De la moisissure sur les murs, un toit qui coule, des problèmes de chauffage, une garderie sans fenêtre: l'école primaire de la réserve de Manawan est dans un état alarmant. Dangereux, affirme même le grand chef de la communauté.

Mais loin de recevoir des fonds supplémentaires pour pallier la situation, la réserve devra se passer de 430 000 $ de son enveloppe destinée à ses écoles primaire et secondaire cette année.

C'est que le gouvernement fédéral accorde son financement en fonction du nombre d'élèves qui fréquentent en réalité les établissements scolaires. Vérifications faites, il y a 300 enfants de moins qui assistent à leurs cours que ce qui était inscrit dans les livres du gouvernement. D'où le réajustement du financement.

L'amputation du budget survient à un bien mauvais moment pour cette réserve atikamekw isolée de Lanaudière, accessible uniquement par une route de terre de 85 kilomètres.

Le décrochage scolaire frôle 50 % chez les 14 à 19 ans. Les taux de réussite sont microscopiques - seulement neuf élèves ont obtenu leur diplôme secondaire l'an dernier pour une institution de 250 jeunes.

Le chef de la réserve Paul-Émile Ottawa et le directeur des services éducatifs de la communauté Daniel Niquay ont donc pris la route d'Ottawa jeudi afin de lancer un cri du coeur au gouvernement fédéral.

En conférence de presse aux côtés de deux députés du Nouveau Parti démocratique (NPD), ils ont notamment demandé aux conservateurs de leur redonner les 430 000 $ auxquels ils avaient droit autrefois et de revoir leur formule de financement des écoles.

«Comment nos jeunes peuvent-ils apprendre et comment nos professeurs peuvent-ils enseigner convenablement dans un tel environnement?», s'est demandé M. Niquay, évoquant le manque d'espace.

Selon le chef de la réserve, les écoles de sa communauté sont particulièrement mal en point si on les compare à d'autres.
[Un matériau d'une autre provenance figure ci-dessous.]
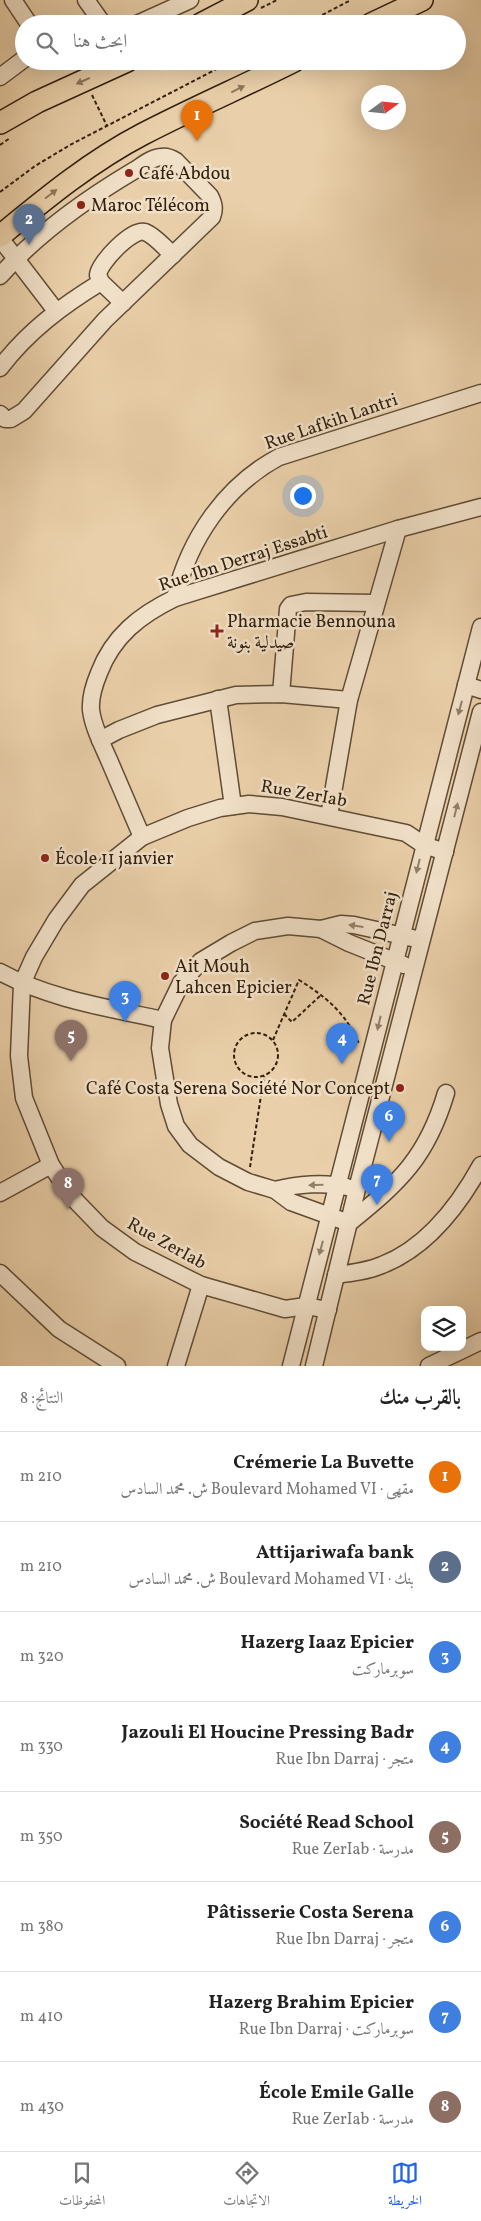 <!DOCTYPE html>
<html lang="ar">
<meta charset="utf-8">
<style>
:root{--surface:#fff;--page:#f6f6f6;--text:#222;--muted:#767676;--line:#e0e0e0;--accent:#2563eb}
body{margin:0;font-family:Vollkorn,Amiri,serif;background:var(--page);color:var(--text);direction:rtl}
.controls{position:absolute;right:15px;bottom:15px;display:grid;overflow:hidden;border-radius:10px;box-shadow:0 5px 20px #0002}
.controls button{width:45px;height:45px;display:grid;place-items:center;padding:0;border:0;border-bottom:1px solid var(--line);background:var(--surface);color:var(--text);font:25px sans-serif}
.compass{position:absolute;left:361px;top:85px;width:45px;height:45px;border-radius:50%;background:var(--surface);box-shadow:0 5px 20px #0002;rotate:75deg}
.you{position:absolute;left:302px;top:495px;width:18px;height:18px;margin:-12px;border:4px solid #fff;border-radius:50%;background:#1a73e8;box-shadow:0 0 0 8px #1a73e833}
.badge{display:grid;place-items:center;width:32px;height:32px;border-radius:50%;background:var(--accent);color:#fff;font-size:16px;font-weight:700}
.pin{position:absolute;translate:-50% -41px;filter:drop-shadow(0 1px 2px #0008)}
.pin::after{content:'';position:absolute;top:26px;width:18px;height:15px;background:inherit;clip-path:polygon(0 0,100% 0,50% 100%)}
.list{margin:0;padding:0;list-style:none}
h2{display:flex;justify-content:space-between;align-items:center;height:65px;margin:0;padding:0 20px;font-size:21px}
h2 small{font-size:16px;font-weight:400;color:var(--muted)}
.list li{display:grid;grid-template-columns:32px 1fr auto;gap:15px;align-items:center;box-sizing:border-box;height:90px;padding:0 20px;border-top:1px solid var(--line)}
.list b{display:block;font-size:19px;white-space:nowrap}
.list p{margin:0;font-size:16px;white-space:nowrap;color:var(--muted)}
.list em{font-size:16px;font-style:normal;color:var(--muted)}
.icon{flex:none;width:28px;height:28px;fill:none;stroke:currentColor;stroke-width:2;stroke-linecap:round;stroke-linejoin:round}
.map{position:relative;flex:none;width:481px;height:1366px;overflow:hidden;direction:ltr}
.search{position:absolute;background:var(--surface);box-shadow:0 5px 20px #0002;left:15px;right:15px;top:15px;height:55px;display:flex;align-items:center;gap:12px;box-sizing:border-box;padding:0 18px;border-radius:28px;color:var(--muted);font-size:19px}
.sheet{height:785px;background:var(--surface)}
nav{display:flex;justify-content:space-around;align-items:center;box-sizing:border-box;height:70px;border-top:1px solid var(--line);background:var(--surface);font-size:14px;color:var(--muted)}
nav a{display:grid;justify-items:center;gap:2px}
nav .on{color:var(--accent)}
.map>svg:first-child{display:block}
</style>
<div class="map">
<svg width="481" height="1366" viewBox="0 0 481 1366">
<rect width="100%" height="100%" fill="#ead0aa"/>
<filter id="stains"><feTurbulence type="fractalNoise" baseFrequency=".004" numOctaves="4"/><feColorMatrix values="0 0 0 0 .2 0 0 0 0 .09 0 0 0 0 .02 0 0 0 .5 -.17"/></filter>
<radialGradient id="worn" r=".72"><stop offset=".6" stop-color="#630" stop-opacity="0"/><stop offset="1" stop-color="#630" stop-opacity=".3"/></radialGradient>
<g fill="none" stroke-linecap="round" stroke-linejoin="round">
<!-- minor casing -->
<g stroke="#604c35" stroke-width="19">
<g id="minor">
<path d="M13,0l16,24"/>
<path d="M86,0l17,24"/>
<path d="M137,24l53,-24"/>
<path d="M0,77l24,-18"/>
<path d="M0,238l56,73"/>
<path d="M0,276c37,-42 86,-77 135,-106 8,-5 17,-13 27,-13 5,-1 9,1 14,4l34,35c4,8 5,13 2,21l-107,103 -81,91 -13,8h-6l-5,-5"/>
<path d="M123,303l-22,-21 -3,-7c1,-12 34,-47 47,-43 9,3 20,16 28,23"/>
<path d="M0,368c28,-37 62,-62 101,-86"/>
<path d="M175,598c14,-59 50,-112 104,-141l202,-64"/>
<path d="M466,685l15,5"/>
<path d="M281,694l7,-85 3,-4 15,-3 70,1"/>
<path d="M218,699l15,107"/>
<path d="M100,740l19,-10 38,-15 79,-20 45,-1 68,6"/>
<path d="M329,816l20,-116 49,-171"/>
<path d="M142,837c-11,-26 -22,-51 -33,-77 -7,-16 -16,-33 -18,-50 -1,-13 3,-25 8,-37 14,-37 41,-58 76,-75l223,-69 83,-22"/>
<path d="M321,929l28,14 55,22"/>
<path d="M421,940l-67,-15 -13,-1 -20,5 -33,-3 -33,5 -24,12 -30,18 -20,22 -18,37 -3,28 9,56 7,22 14,19 29,22 29,15 27,8 16,12 58,21c51,-41 78,-66 97,-130"/>
<path d="M0,972c49,27 109,36 163,48"/>
<path d="M275,1190c22,-6 50,-8 72,-3"/>
<path d="M0,1193l51,-28"/>
<path d="M0,1273l59,56 58,37"/>
<path d="M336,1275c16,-2 32,-4 46,-10 44,-17 77,-60 99,-100"/>
<path d="M328,1310l-22,-4 -21,3 -84,-24 -66,-33 -33,-24 -30,-31 -21,-32 -27,-67 -5,-42 3,-72 12,-27 22,-37 26,-35 60,-48 46,-19 32,-10 29,-4 33,3 124,26 18,12 21,7"/>
<path d="M176,1366l25,-81"/>
<path d="M291,1366l190,-739"/>
<path d="M314,1366l43,-177 124,-477"/>
<path d="M429,1366l52,-25"/>
</g>
</g>
<!-- major casing -->
<g stroke="#32200e" stroke-width="24">
<g id="major">
<path d="M201,24l46,-24"/>
<path d="M371,24l51,-24"/>
<path d="M0,123l37,-21 90,-41"/>
<path d="M0,236c45,-37 91,-75 143,-102 50,-26 101,-48 151,-73"/>
</g>
</g>
<!-- path -->
<g stroke="#32200e" stroke-width="2" stroke-dasharray="4 2.5" stroke-linecap="butt">
<path d="M261,8l16,-8"/>
<path d="M305,24l46,-24"/>
<path d="M143,65l8,-4"/>
<path d="M92,95l15,31"/>
<path d="M0,145l10,-7"/>
<path d="M0,192l35,-26 35,-21 162,-84"/>
<path d="M284,1014l8,8 29,-27"/>
<circle cx="256" cy="1055" r="22"/>
<path d="M273,1040l26,-60c26,16 48,34 60,64"/>
<path d="M250,1167l14,-91"/>
</g>
<!-- minor -->
<use href="#minor" stroke="#f1e0c8" stroke-width="16"/>
<!-- major -->
<use href="#major" stroke="#ead0aa" stroke-width="21"/>
</g>
<!-- one-way arrows -->
<defs><path id="oneway-solid" d="M-6-.8H1V-3.2L6.5 0L1 3.2V.8H-6Z" transform="scale(1.25)"/></defs>
<g fill="#8e785c">
<use href="#oneway-solid" transform="translate(83 81) rotate(156)"/>
<use href="#oneway-solid" transform="translate(238 89) rotate(-26)"/>
<use href="#oneway-solid" transform="translate(51 194) rotate(-37)"/>
</g>
<g fill="#92806b">
<use href="#oneway-solid" transform="translate(460 708) rotate(105)"/>
<use href="#oneway-solid" transform="translate(456 810) rotate(-76)"/>
<use href="#oneway-solid" transform="translate(418 866) rotate(104)"/>
<use href="#oneway-solid" transform="translate(356 926) rotate(-172)"/>
<use href="#oneway-solid" transform="translate(379 1023) rotate(103)"/>
<use href="#oneway-solid" transform="translate(316 1185) rotate(178)"/>
<use href="#oneway-solid" transform="translate(321 1248) rotate(105)"/>
</g>
<!-- markers -->
<g fill="#8f2418" stroke="#f1e0c8" stroke-width="2">
<circle cx="129" cy="173" r="5"/>
<circle cx="81" cy="205" r="5"/>
<path d="M214.5 623.5h5v5h5v5h-5v5h-5v-5h-5v-5h5z"/>
<circle cx="45" cy="858" r="5"/>
<circle cx="165" cy="976" r="5"/>
<circle cx="400" cy="1088" r="5"/>
</g>
<g text-anchor="middle" stroke-width="5" stroke-linejoin="round" paint-order="stroke">
<!-- poi labels -->
<g font-size="18" fill="#32200e" stroke="#f1e0c8" text-anchor="start">
<text x="139" y="179">Café Abdou</text>
<text x="91" y="211">Maroc Télécom</text>
<text x="227" y="627">Pharmacie Bennouna<tspan x="227" dy="21">صيدلية بنونة</tspan></text>
<text x="55" y="864">École 11 janvier</text>
<text x="175" y="972">Ait Mouh<tspan x="175" dy="21">Lahcen Epicier</tspan></text>
<text x="390" y="1094" text-anchor="end">Café Costa Serena Société Nor Concept</text>
</g>
<!-- street labels -->
<g font-size="18" fill="#32200e" stroke="#f1e0c8">
<text transform="translate(331 421) rotate(-19)" y="6">Rue Lafkih Lantri</text>
<text transform="translate(243 558) rotate(-18)" y="6">Rue Ibn Derraj Essabti</text>
<text transform="translate(304 793) rotate(10)" y="6">Rue ZerIab</text>
<text transform="translate(377 948) rotate(-76)" y="6">Rue Ibn Darraj</text>
<text transform="translate(167 1243) rotate(29)" y="6">Rue ZerIab</text>
</g>
</g>
<rect width="100%" height="100%" filter="url(#stains)"/>
<rect width="100%" height="100%" fill="url(#worn)"/>
</svg>
<div class="controls">
<button><svg class="icon" aria-label="layers" viewBox="0 0 24 24"><path d="M12 4l9 5-9 5-9-5zM3 14l9 5 9-5"/></svg></button>
</div>
<svg class="compass" viewBox="-18 -18 36 36"><path d="M0-13l5 13h-10z" fill="#e53935"/><path d="M0 13l5-13h-10z" fill="#767676"/></svg>
<div class="you"></div>
<div class="pin badge" style="left:197px;top:141px;background:#e8710a">1</div>
<div class="pin badge" style="left:29px;top:245px;background:#5c6f8a">2</div>
<div class="pin badge" style="left:125px;top:1022px;background:#3f7fe0">3</div>
<div class="pin badge" style="left:342px;top:1064px;background:#3f7fe0">4</div>
<div class="pin badge" style="left:71px;top:1061px;background:#8d6e63">5</div>
<div class="pin badge" style="left:389px;top:1142px;background:#3f7fe0">6</div>
<div class="pin badge" style="left:377px;top:1205px;background:#3f7fe0">7</div>
<div class="pin badge" style="left:68px;top:1209px;background:#8d6e63">8</div>
<div class="search"><svg class="icon" aria-label="search" viewBox="0 0 24 24"><circle cx="10" cy="10" r="6"/><path d="M15 15l6 6"/></svg>ابحث هنا</div>
</div>
<section class="sheet">
<h2>بالقرب منك<small>النتائج: 8</small></h2>
<ul class="list">
<li><span class="badge" style="background:#e8710a">1</span><div><b>Crémerie La Buvette</b><p>مقهى · Boulevard Mohamed VI ش. محمد السادس</p></div><em>210 m</em></li>
<li><span class="badge" style="background:#5c6f8a">2</span><div><b>Attijariwafa bank</b><p>بنك · Boulevard Mohamed VI ش. محمد السادس</p></div><em>210 m</em></li>
<li><span class="badge" style="background:#3f7fe0">3</span><div><b>Hazerg Iaaz Epicier</b><p>سوبرماركت</p></div><em>320 m</em></li>
<li><span class="badge" style="background:#3f7fe0">4</span><div><b>Jazouli El Houcine Pressing Badr</b><p>متجر · Rue Ibn Darraj</p></div><em>330 m</em></li>
<li><span class="badge" style="background:#8d6e63">5</span><div><b>Société Read School</b><p>مدرسة · Rue ZerIab</p></div><em>350 m</em></li>
<li><span class="badge" style="background:#3f7fe0">6</span><div><b>Pâtisserie Costa Serena</b><p>متجر · Rue Ibn Darraj</p></div><em>380 m</em></li>
<li><span class="badge" style="background:#3f7fe0">7</span><div><b>Hazerg Brahim Epicier</b><p>سوبرماركت · Rue Ibn Darraj</p></div><em>410 m</em></li>
<li><span class="badge" style="background:#8d6e63">8</span><div><b>École Emile Galle</b><p>مدرسة · Rue ZerIab</p></div><em>430 m</em></li>
</ul>
</section>
<nav>
<a class="on"><svg class="icon" aria-label="map" viewBox="0 0 24 24"><path d="M3 6l6-2 6 2 6-2v14l-6 2-6-2-6 2zM9 4v14M15 6v14"/></svg>الخريطة</a>
<a><svg class="icon" aria-label="directions" viewBox="0 0 24 24"><path d="M12 3l9 9-9 9-9-9zM9 14v-3h6M13 9l2 2-2 2"/></svg>الاتجاهات</a>
<a><svg class="icon" aria-label="saved" viewBox="0 0 24 24"><path d="M7 4h10v16l-5-4-5 4z"/></svg>المحفوظات</a>
</nav>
Il réclame plus d'équité.

«C'est une aberration de constater que le gouvernement fédéral vient sabrer dans les budgets qui sont dévolus à l'éducation, alors qu'ils accusent déjà un manque à gagner important par rapport aux autres communautés», a soutenu Paul-Émile Ottawa.

M. Niquay se désole particulièrement du fait que l'école secondaire n'offre pas de formation professionnelle, alors que la possibilité d'obtenir un DEP pourrait motiver les jeunes à rester un peu plus sur les bancs d'école.

«N'ayant pas cette opportunité, et ne se voyant pas au cégep et encore moins à l'université, ils n'ont d'autre choix que d'abandonner.»

Au ministère des Affaires autochtones et Développement du Nord, on a rappelé la règle de calcul pour le financement des écoles.

«Une vérification des listes d'élèves déclarés (listes nominatives) au ministère a été menée dans la communauté de Manawan en novembre 2011. Le rapport qui présente les résultats de l'exercice démontre qu'un large pourcentage des élèves déclarés ne fréquentait pas les écoles de bande», a écrit par courriel la porte-parole Michelle Perron.

Le financement a donc été réajusté en fonction de la fréquentation réelle.

«Ceci a eu pour effet de diminuer le financement octroyé à la communauté de Manawan pour les programmes sous la responsabilité du Conseil en éducation des Premières Nations», a-t-elle poursuivi.

La députée néo-démocrate de Joliette Francine Raynault demande malgré tout que les sommes retranchées soient accordées à nouveau aux citoyens de Manawan.

«On ne peut pas leur reprocher de décrocher, de ne pas aller à l'école, de ne pas s'instruire, de ne pas travailler (si) on ne leur en donne pas les moyens», a-t-elle fait valoir.